### Source data
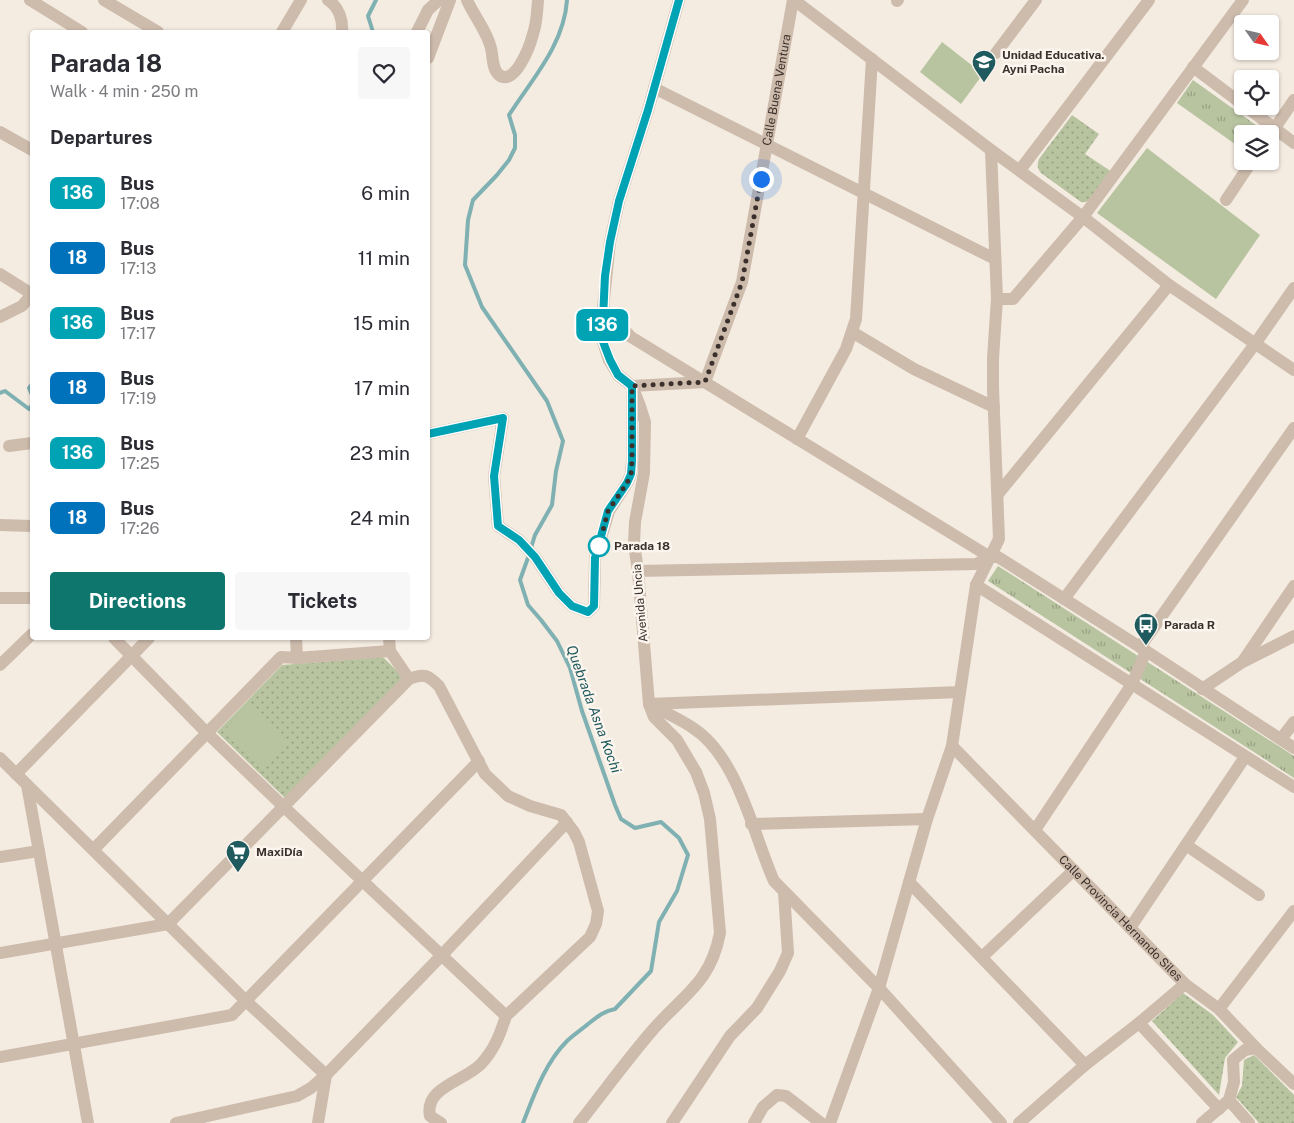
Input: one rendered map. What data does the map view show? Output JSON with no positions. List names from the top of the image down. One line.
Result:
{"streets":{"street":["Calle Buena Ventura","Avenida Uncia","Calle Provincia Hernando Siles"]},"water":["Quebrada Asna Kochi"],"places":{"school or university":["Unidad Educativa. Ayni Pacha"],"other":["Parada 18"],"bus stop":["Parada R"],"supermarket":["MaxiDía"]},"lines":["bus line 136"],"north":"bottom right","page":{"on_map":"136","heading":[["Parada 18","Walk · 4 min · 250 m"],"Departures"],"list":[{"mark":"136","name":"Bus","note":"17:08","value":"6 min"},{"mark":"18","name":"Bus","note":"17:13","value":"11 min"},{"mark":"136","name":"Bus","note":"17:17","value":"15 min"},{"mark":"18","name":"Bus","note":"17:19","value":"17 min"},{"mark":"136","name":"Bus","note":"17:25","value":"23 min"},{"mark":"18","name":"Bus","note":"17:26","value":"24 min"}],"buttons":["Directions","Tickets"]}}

--

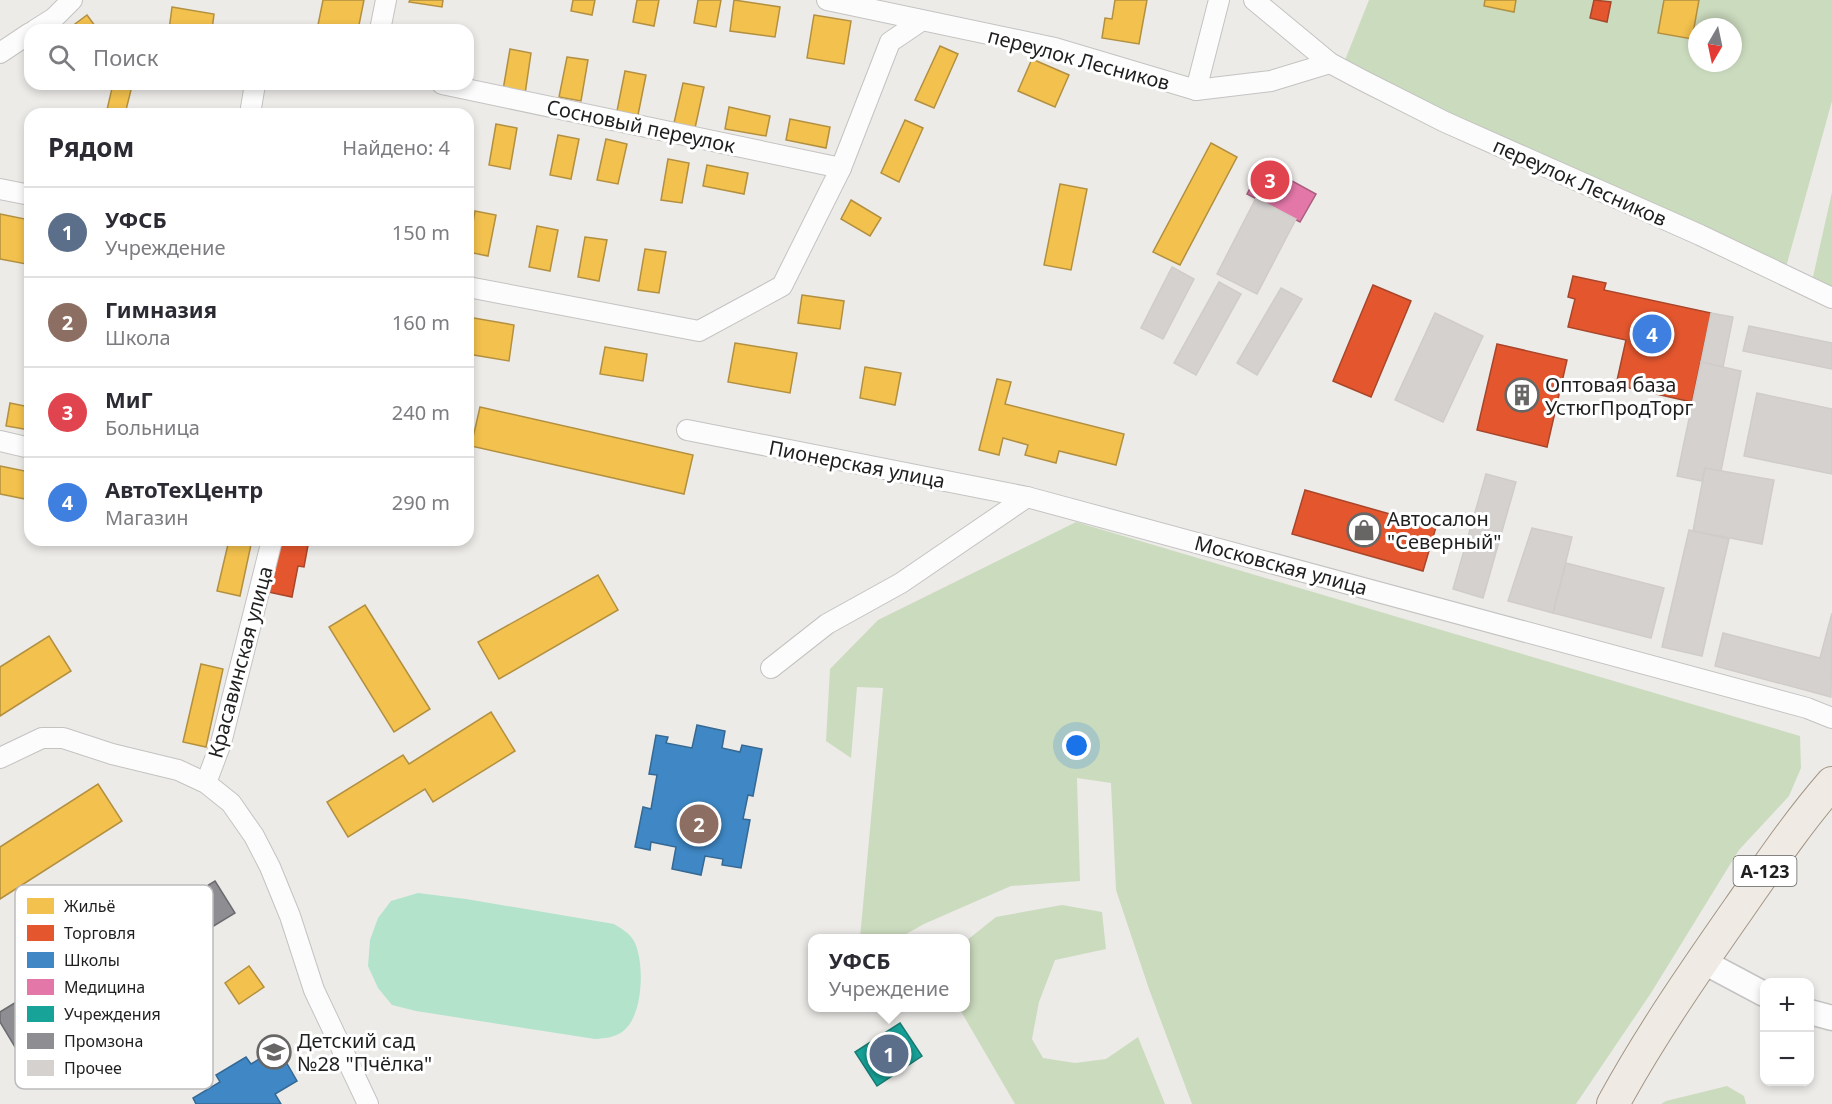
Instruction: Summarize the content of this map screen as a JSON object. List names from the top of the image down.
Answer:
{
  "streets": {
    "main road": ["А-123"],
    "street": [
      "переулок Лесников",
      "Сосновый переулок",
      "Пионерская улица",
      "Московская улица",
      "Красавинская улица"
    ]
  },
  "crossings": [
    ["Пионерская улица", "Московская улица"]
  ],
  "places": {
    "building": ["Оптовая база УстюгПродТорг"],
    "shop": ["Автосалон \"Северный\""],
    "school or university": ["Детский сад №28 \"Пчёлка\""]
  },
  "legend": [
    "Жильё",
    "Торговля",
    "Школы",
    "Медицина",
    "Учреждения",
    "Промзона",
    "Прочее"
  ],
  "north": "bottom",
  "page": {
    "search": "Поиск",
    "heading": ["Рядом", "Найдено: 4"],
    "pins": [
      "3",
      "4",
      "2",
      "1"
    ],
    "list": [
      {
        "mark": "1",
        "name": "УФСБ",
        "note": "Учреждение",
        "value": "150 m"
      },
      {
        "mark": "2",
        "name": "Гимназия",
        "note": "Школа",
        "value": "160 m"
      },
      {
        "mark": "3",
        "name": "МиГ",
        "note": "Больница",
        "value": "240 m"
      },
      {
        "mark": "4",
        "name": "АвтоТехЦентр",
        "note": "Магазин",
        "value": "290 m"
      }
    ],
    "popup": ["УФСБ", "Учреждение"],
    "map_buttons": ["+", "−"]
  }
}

==

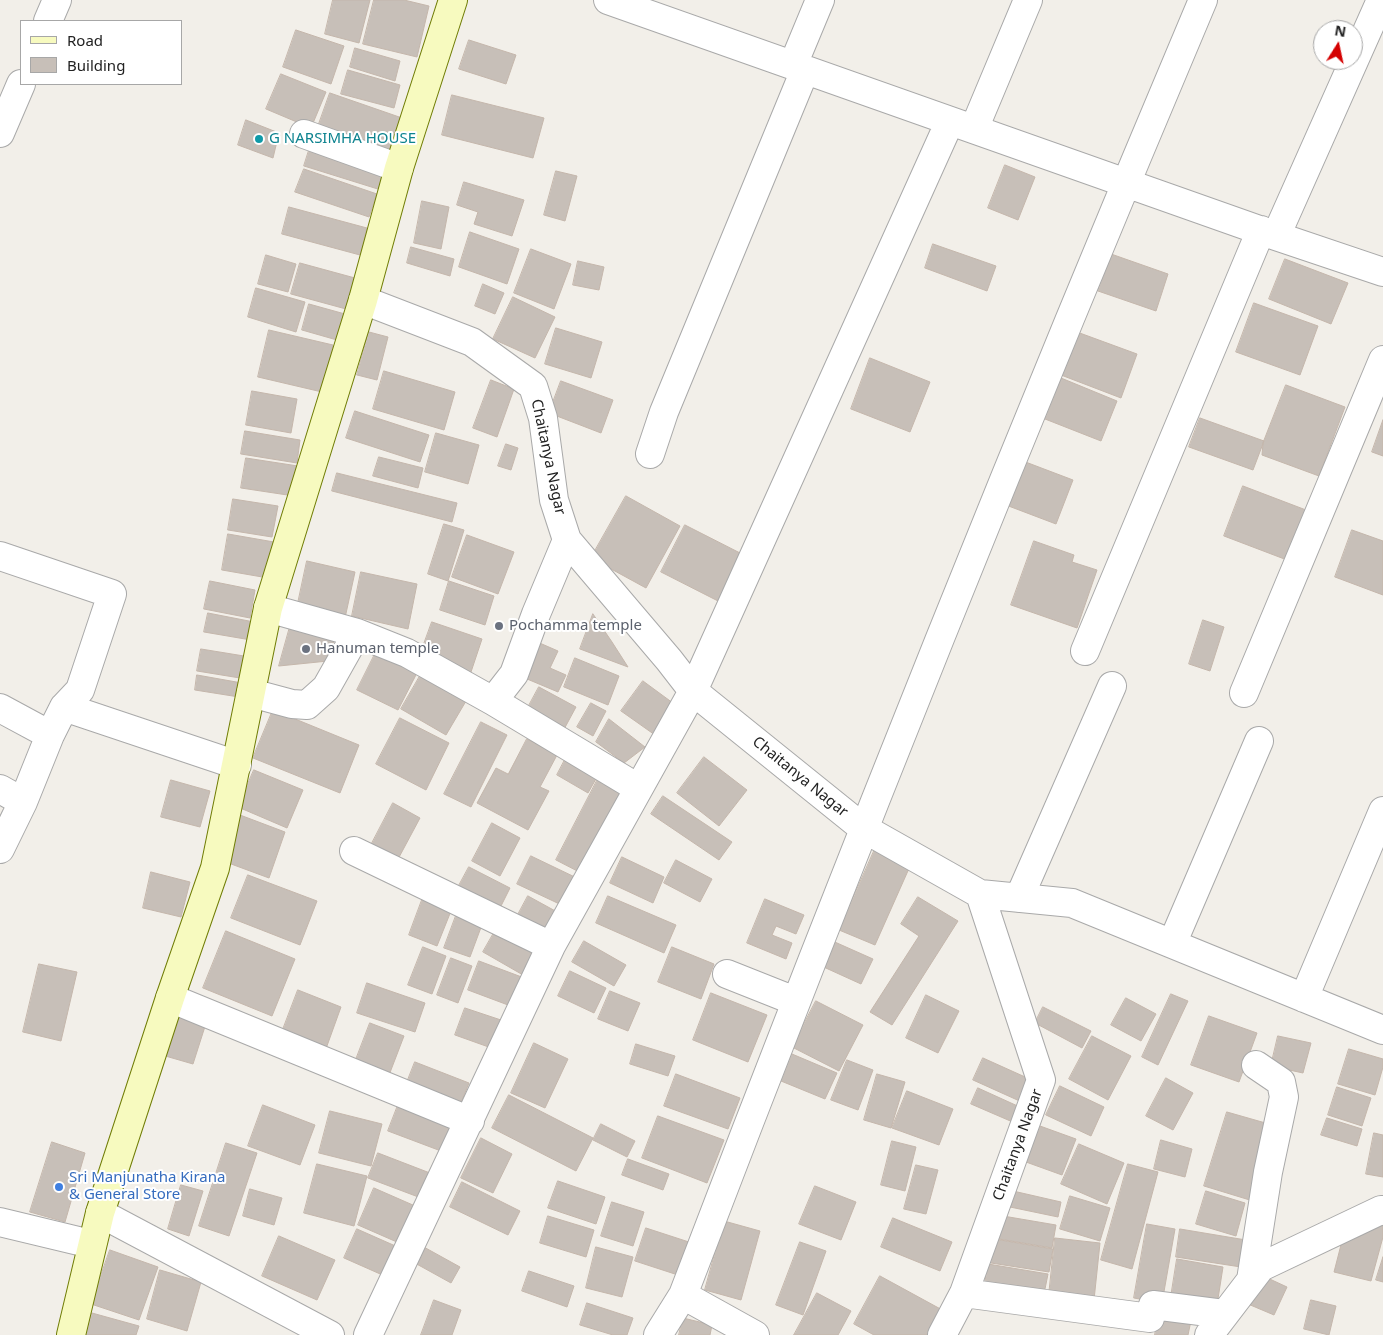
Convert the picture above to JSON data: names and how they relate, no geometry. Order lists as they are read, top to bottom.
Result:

### Task statement
Across the whole listing, show each line where the word "from" occurs.

### Finished task
Input: one rendered map. What data does the map view show? Output JSON with no positions. List names from the top of the image down. One line.
Instruction: Summarize the content of this map screen as a JSON object. List names from the top of the image down.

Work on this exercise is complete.